DATA BLOCK:
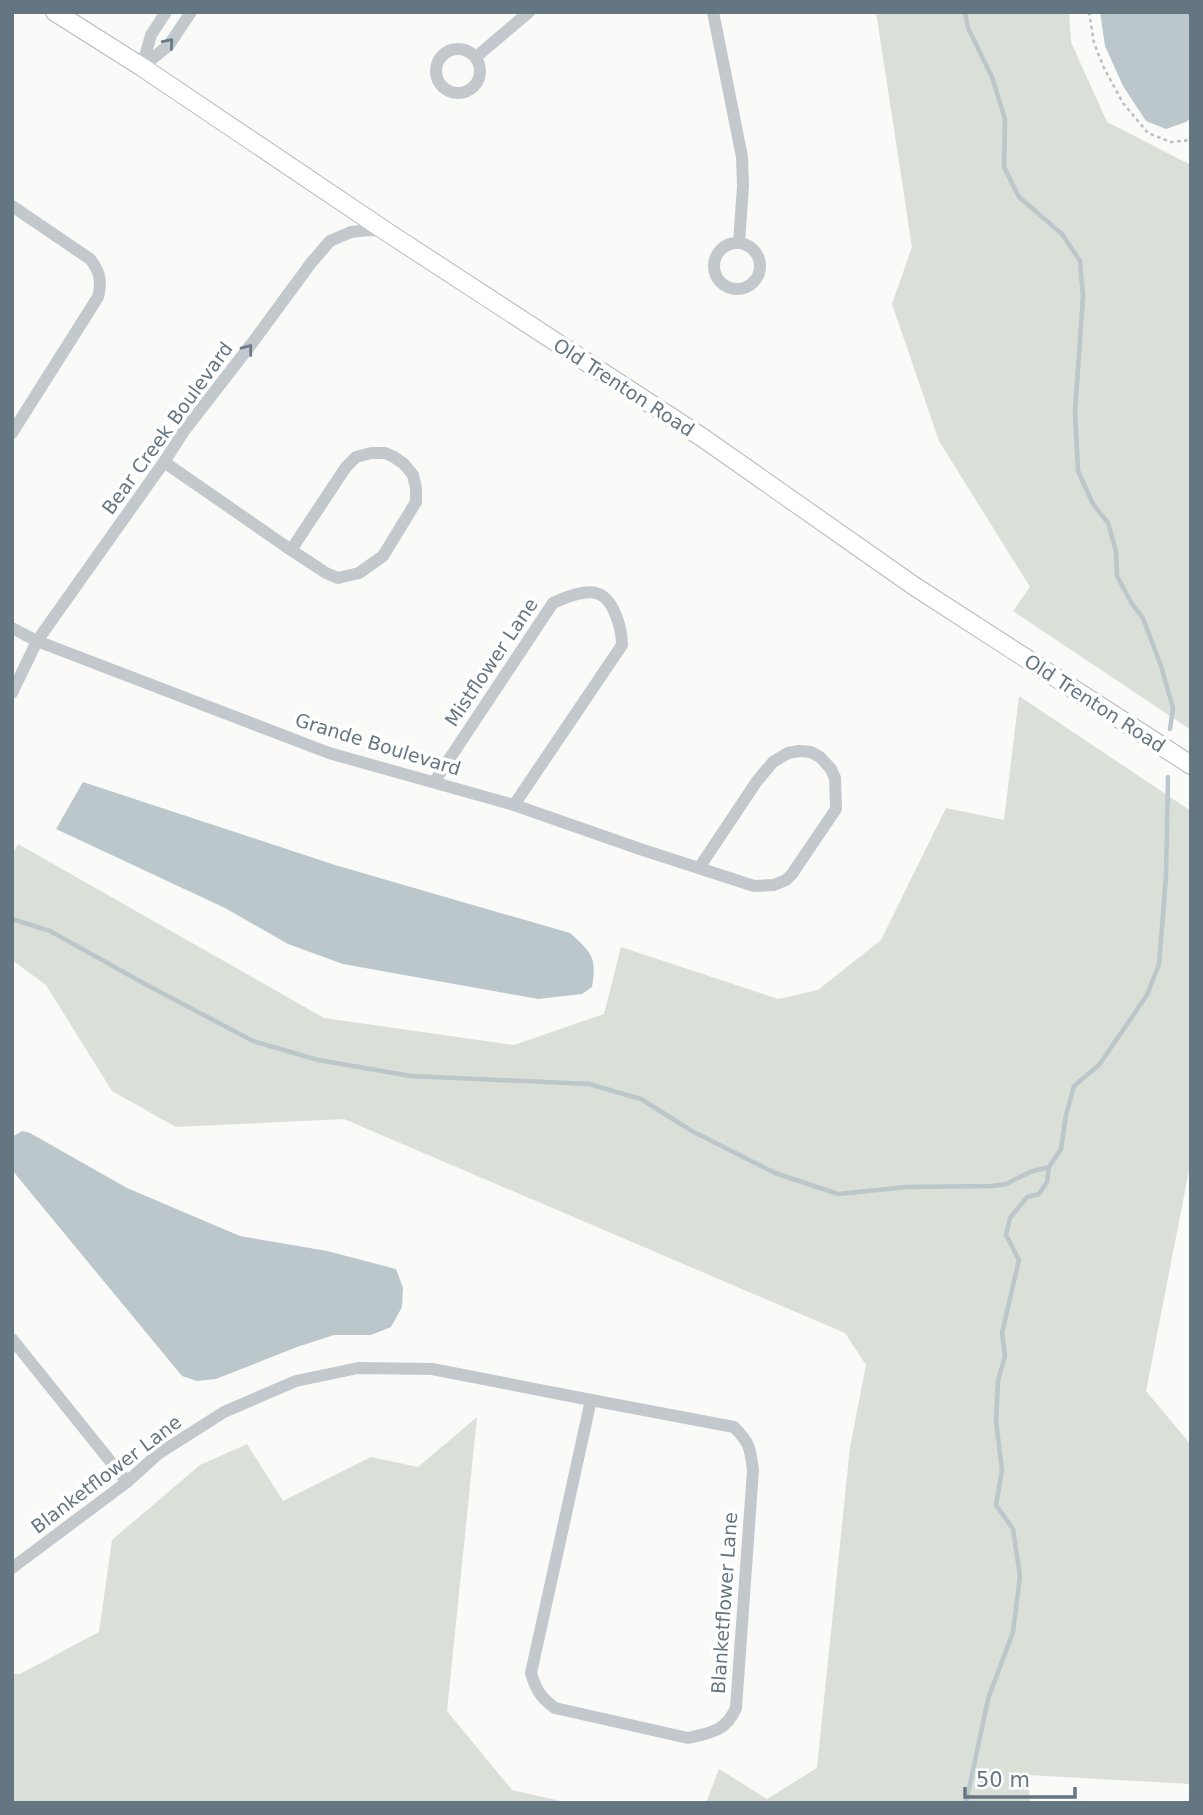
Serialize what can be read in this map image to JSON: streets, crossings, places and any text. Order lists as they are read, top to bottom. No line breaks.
{"streets":{"main road":["Old Trenton Road"],"street":["Bear Creek Boulevard","Mistflower Lane","Grande Boulevard","Blanketflower Lane"]},"crossings":[["Old Trenton Road","Bear Creek Boulevard"],["Bear Creek Boulevard","Grande Boulevard"],["Mistflower Lane","Grande Boulevard"]],"one_way":["Bear Creek Boulevard"],"scale_bar":"50 m"}
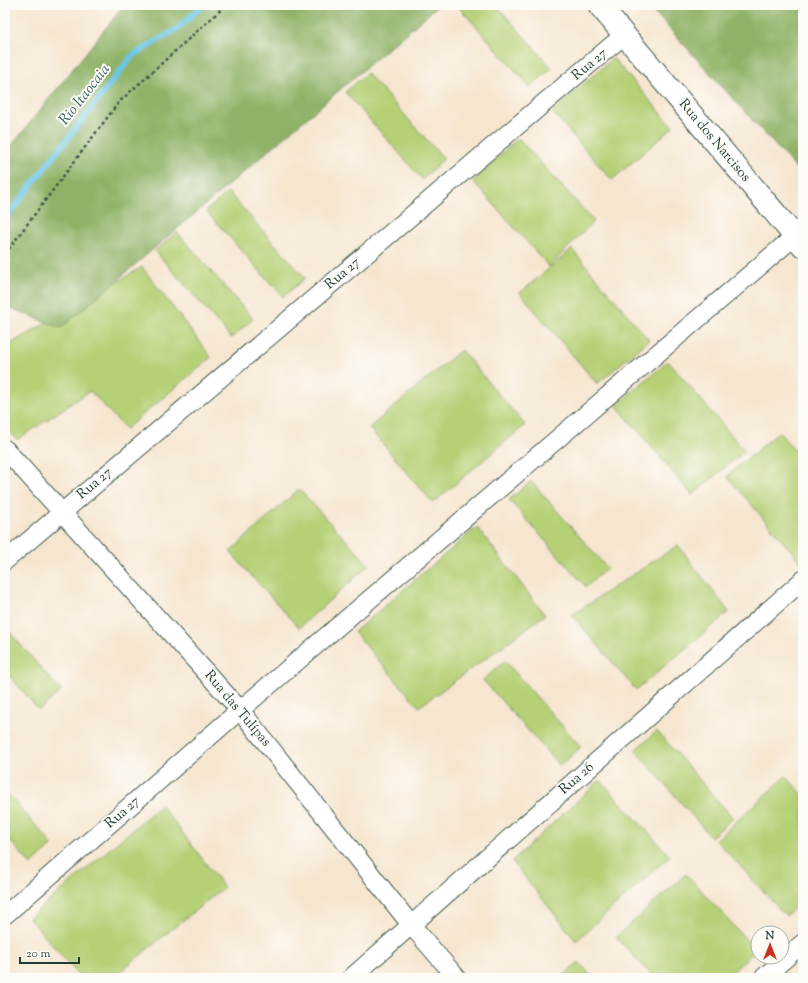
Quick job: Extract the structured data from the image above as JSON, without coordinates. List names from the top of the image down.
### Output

REQUIREMENT:
An exact copy of the listing above, minus its pictures, is what is needed here.

COMPLETED EXERCISE:
Serialize what can be read in this map image to JSON: streets, crossings, places and any text. Order lists as they are read, top to bottom. No line breaks.
{"streets":{"main road":["Old Trenton Road"],"street":["Bear Creek Boulevard","Mistflower Lane","Grande Boulevard","Blanketflower Lane"]},"crossings":[["Old Trenton Road","Bear Creek Boulevard"],["Bear Creek Boulevard","Grande Boulevard"],["Mistflower Lane","Grande Boulevard"]],"one_way":["Bear Creek Boulevard"],"scale_bar":"50 m"}
Quick job: Extract the structured data from the image above as JSON, without coordinates. List names from the top of the image down.
### Output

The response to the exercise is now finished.